198 Canonical refresh durable source cadence

  • Status: Accepted
  • Date: 2026-02-15
  • Context:
    • Motivation: complete ERD-derived cadence behavior for job_run_canonical_backfill_best_source_v1 and job_run_base_score_refresh_recent_v1.
    • Constraints: keep runtime DB behavior inside stored procedures, use no new dependencies, and verify behavior through revaer-data job tests.
  • Decision:
    • Added migration 0090_indexer_base_score_refresh_durable_sources.sql to redefine both job procedures.
    • job_run_base_score_refresh_recent_v1 now derives candidate canonical/source pairs directly from durable canonical_torrent_source.last_seen_at >= now()-7d instead of canonical_torrent_source_context_score.
    • job_run_base_score_refresh_recent_v1 now recomputes global winners for canonicals with durable-source activity in the last 7 days.
    • job_run_canonical_backfill_best_source_v1 now treats “recent canonicals” as canonicals with at least one durable source seen in the last 7 days, while retaining no-winner and low-confidence fallback backfill paths.

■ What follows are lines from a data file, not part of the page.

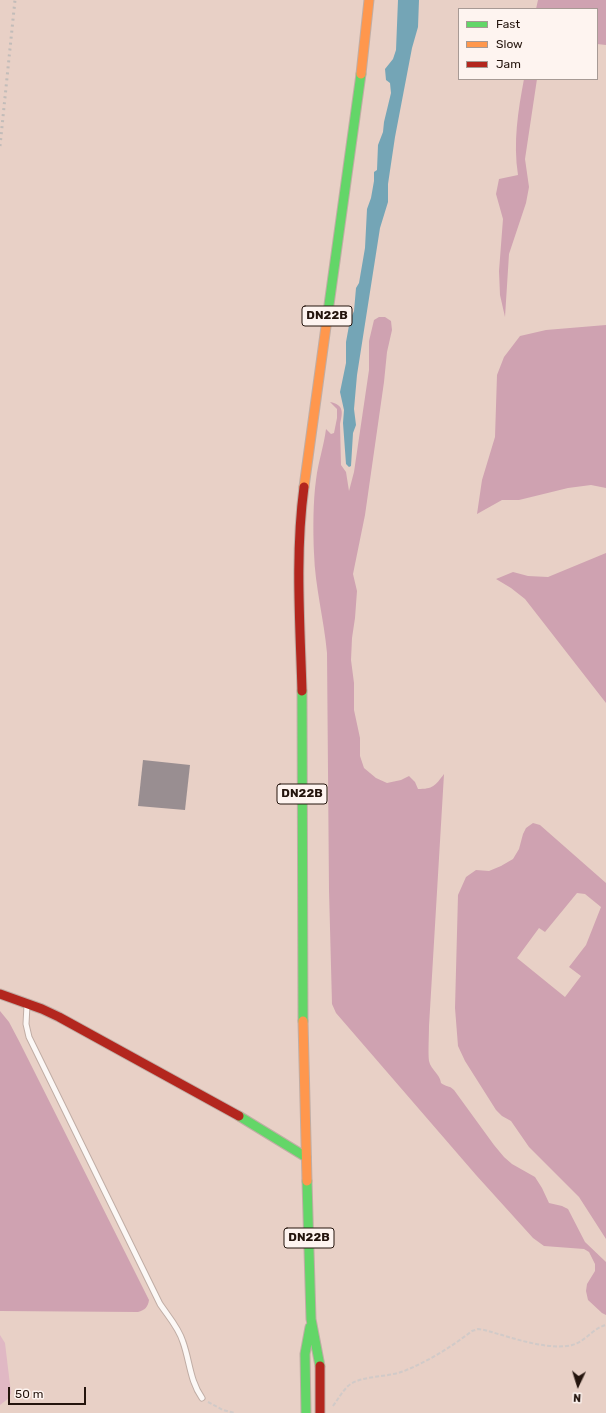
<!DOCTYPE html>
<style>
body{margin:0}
#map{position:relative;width:606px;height:1413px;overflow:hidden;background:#e8d0c6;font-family:Rubik,sans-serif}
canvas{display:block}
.legend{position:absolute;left:458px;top:8px;width:140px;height:72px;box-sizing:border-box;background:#fef4f0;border:1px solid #a79a95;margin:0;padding:5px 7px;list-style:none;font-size:12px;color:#24140d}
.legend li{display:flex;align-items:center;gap:8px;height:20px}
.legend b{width:20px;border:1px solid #a79a95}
.north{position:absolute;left:558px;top:1365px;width:40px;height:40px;-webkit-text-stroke:3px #fef4f0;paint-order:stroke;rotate:184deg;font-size:11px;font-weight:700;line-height:16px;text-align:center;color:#24140d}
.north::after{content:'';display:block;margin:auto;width:14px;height:18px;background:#24140d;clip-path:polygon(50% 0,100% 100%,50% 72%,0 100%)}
.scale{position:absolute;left:8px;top:1387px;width:78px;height:18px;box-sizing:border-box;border:2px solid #24140d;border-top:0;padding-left:5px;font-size:12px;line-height:14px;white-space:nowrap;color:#24140d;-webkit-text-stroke:3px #fef4f0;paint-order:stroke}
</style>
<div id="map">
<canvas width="606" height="1413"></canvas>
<ul class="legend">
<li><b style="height:5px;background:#63d668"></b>Fast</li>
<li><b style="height:5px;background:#ff974d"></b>Slow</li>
<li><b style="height:5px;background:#b3261e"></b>Jam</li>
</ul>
<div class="north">N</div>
<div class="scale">50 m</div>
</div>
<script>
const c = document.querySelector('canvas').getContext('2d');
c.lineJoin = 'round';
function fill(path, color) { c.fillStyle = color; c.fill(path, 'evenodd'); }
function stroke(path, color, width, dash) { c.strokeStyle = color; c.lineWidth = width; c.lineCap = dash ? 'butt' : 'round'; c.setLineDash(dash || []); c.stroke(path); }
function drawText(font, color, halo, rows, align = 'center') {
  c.font = font + ' Rubik,sans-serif'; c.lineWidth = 4; c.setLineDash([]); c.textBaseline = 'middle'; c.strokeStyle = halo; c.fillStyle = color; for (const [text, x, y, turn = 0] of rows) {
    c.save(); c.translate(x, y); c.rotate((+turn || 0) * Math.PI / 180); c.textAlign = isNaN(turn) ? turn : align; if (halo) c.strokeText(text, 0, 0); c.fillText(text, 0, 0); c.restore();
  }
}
fill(new Path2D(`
 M 0,1335 L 5,1343 L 11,1393 L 9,1398 L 0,1405 Z`), '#e0b8c4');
fill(new Path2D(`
 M 538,0 L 606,0 L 606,45 L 597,44 L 597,9 L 536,9 Z
 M 524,79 L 537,79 L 525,159 L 529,187 L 526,203 L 509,254 L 505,317 L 500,295 L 499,271 L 503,219 L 496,194 L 499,179 L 518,175 C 513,142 518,111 524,79 Z
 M 379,317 L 385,317 L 391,321 L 392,330 L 387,352 L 384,382 L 365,515 L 353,574 L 357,591 L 355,618 L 352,638 L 351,660 L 354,683 L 354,710 L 360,738 L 360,756 L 364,768 L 376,778 L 387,783 L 401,780 L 409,776 L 415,782 L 418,789 C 433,789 435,786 444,774 L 429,1026 C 429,1035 428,1053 429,1061 C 431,1070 440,1074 441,1083 C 446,1087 449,1085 454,1090 L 494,1145 L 504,1157 L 512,1164 L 535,1177 L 542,1188 L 549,1203 L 562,1206 L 568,1209 L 585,1242 L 606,1262 L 606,1315 L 602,1313 L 588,1300 L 586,1291 L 587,1284 L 595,1271 L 595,1264 L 589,1252 L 584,1249 L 544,1246 L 533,1238 L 476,1175 L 336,1013 L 332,1004 L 329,890 L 327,653 C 324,619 315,587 314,553 C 313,531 313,501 316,480 C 318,462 324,446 326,429 L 331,434 L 334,433 L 337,418 L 337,409 L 330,402 C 344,405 343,412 340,424 L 341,465 L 346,472 L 349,491 L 354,472 L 369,370 L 369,341 L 374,320 Z
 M 606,325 L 606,488 L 591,485 L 568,488 L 519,500 L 502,500 L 477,514 L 482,480 L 495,437 L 497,375 L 504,357 L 520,336 L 546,330 Z
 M 606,553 L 606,703 L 525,599 L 511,588 L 496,579 L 513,572 L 528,576 L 548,577 Z
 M 533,823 L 540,825 L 606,883 L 606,1239 L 579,1197 L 529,1147 L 511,1121 L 502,1116 L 496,1110 L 465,1061 L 458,1046 L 455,1008 L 458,895 L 466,877 L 476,870 L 489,871 L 501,866 L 513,859 L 519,849 L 523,834 L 526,828 ZM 577,893 L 585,894 L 601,907 L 586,945 L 569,967 L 581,976 L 565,997 L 517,958 L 539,928 L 545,932 Z
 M 0,1011 L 9,1022 L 19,1041 L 149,1300 C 148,1307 145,1310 138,1312 L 0,1311 Z`), '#cfa2b1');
fill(new Path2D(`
 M 398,0 L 419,0 L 418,27 L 412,48 L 395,137 L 388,184 L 388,202 L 380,228 L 357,375 L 354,409 L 356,425 L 353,433 L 351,466 L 349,467 L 346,464 L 343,423 L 344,410 L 340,392 L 346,363 L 346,342 L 350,320 L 354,311 L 356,288 L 359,283 L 365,248 L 367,209 L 371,198 L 374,181 L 374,172 L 377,170 L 378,145 L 383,132 L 384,122 L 391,93 L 390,83 L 386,80 L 385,69 L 393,59 L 396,50 Z`), '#74a5b6');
fill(new Path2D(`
 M 143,760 L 190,765 L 185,810 L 138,806 Z`), '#998e91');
const lane = new Path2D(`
 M 27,1005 L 26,1024 L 29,1037 L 160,1304 C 168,1316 179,1328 183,1342 C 190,1362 190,1381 202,1398`);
const fast = new Path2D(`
 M 328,312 L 361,74
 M 302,691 L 303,1021
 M 239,1116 L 306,1157
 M 307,1181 L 311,1319 L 320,1366
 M 306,1413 L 305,1354 L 310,1327`);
const slow = new Path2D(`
 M 361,74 L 369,0
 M 304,487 L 328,312
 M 303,1021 L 307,1181`);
const jam = new Path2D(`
 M 302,691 C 300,623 295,554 304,487
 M 0,994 L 42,1009 L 59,1017 L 239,1116`);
stroke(lane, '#c0ada5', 7);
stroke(fast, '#c0ada5', 11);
stroke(slow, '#c0ada5', 11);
stroke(jam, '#c0ada5', 11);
stroke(new Path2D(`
 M 208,1402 L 223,1410 L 235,1413
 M 333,1406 C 338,1399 342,1392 348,1386 C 361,1375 386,1378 404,1371 C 429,1361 451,1347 472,1331 L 478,1329 C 487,1330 494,1333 502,1335 C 521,1341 553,1350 572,1345 C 585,1342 593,1328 606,1325`), '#d1cac8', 2, [4, 2]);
stroke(lane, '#fcf8f6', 5);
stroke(fast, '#63d668', 9);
stroke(slow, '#ff974d', 9);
stroke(jam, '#b3261e', 9);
stroke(new Path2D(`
 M 0,146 L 15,0`), '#c2bcb9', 3, [2, 4]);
const jamBridge = new Path2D(`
 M 320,1366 L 320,1413`);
stroke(jamBridge, '#c0ada5', 11, []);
stroke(jamBridge, '#b3261e', 9);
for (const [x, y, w] of [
 [327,316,50],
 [302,794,50],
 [309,1238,50]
]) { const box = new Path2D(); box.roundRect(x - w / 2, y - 10, w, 20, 3); c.fillStyle = '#fef4f0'; c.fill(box); stroke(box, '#24140d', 1); }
drawText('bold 12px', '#24140d', null, [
 ["DN22B",327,316],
 ["DN22B",302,794],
 ["DN22B",309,1238]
]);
</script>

    • Added revaer-data job tests for durable-source-only base score refresh and recent durable-source backfill recomputation behavior.
    • Alternatives considered: keep context-scoped candidate selection (rejected: conflicts with ERD durable-source cadence requirement) and rely on ingest-time recompute only (rejected: ERD explicitly assigns hourly refresh to the job).
  • Consequences:
    • Positive outcomes: base score refresh and global best-source backfill now align with ERD “durable source last_seen_at” semantics.
    • Risks or trade-offs: broader durable-source candidate scans may increase hourly job work on large datasets.
  • Follow-up:
    • Implement canonical_prune_low_confidence checklist item and add focused tests for prune eligibility edge cases.
    • Validate production indexes for durable-source cadence queries as data volume increases.
  • Design notes:
    • The refresh pipeline remains deterministic: compute base scores first, then recompute global winners for the same durable-source candidate set.
    • Backfill keeps low-confidence safety behavior while adding durable-source recency as the primary cadence signal.
  • Test coverage summary:
    • Added:
      • job_run_base_score_refresh_recent_uses_durable_source_activity
      • job_run_canonical_backfill_best_source_recomputes_recent_durable_sources
  • Observability updates:
    • None (stored-procedure behavior change only).
  • Risk & rollback plan:
    • Roll back by reverting migration 0090_indexer_base_score_refresh_durable_sources.sql.
  • Dependency rationale:
    • No new dependencies. Alternatives considered: not applicable.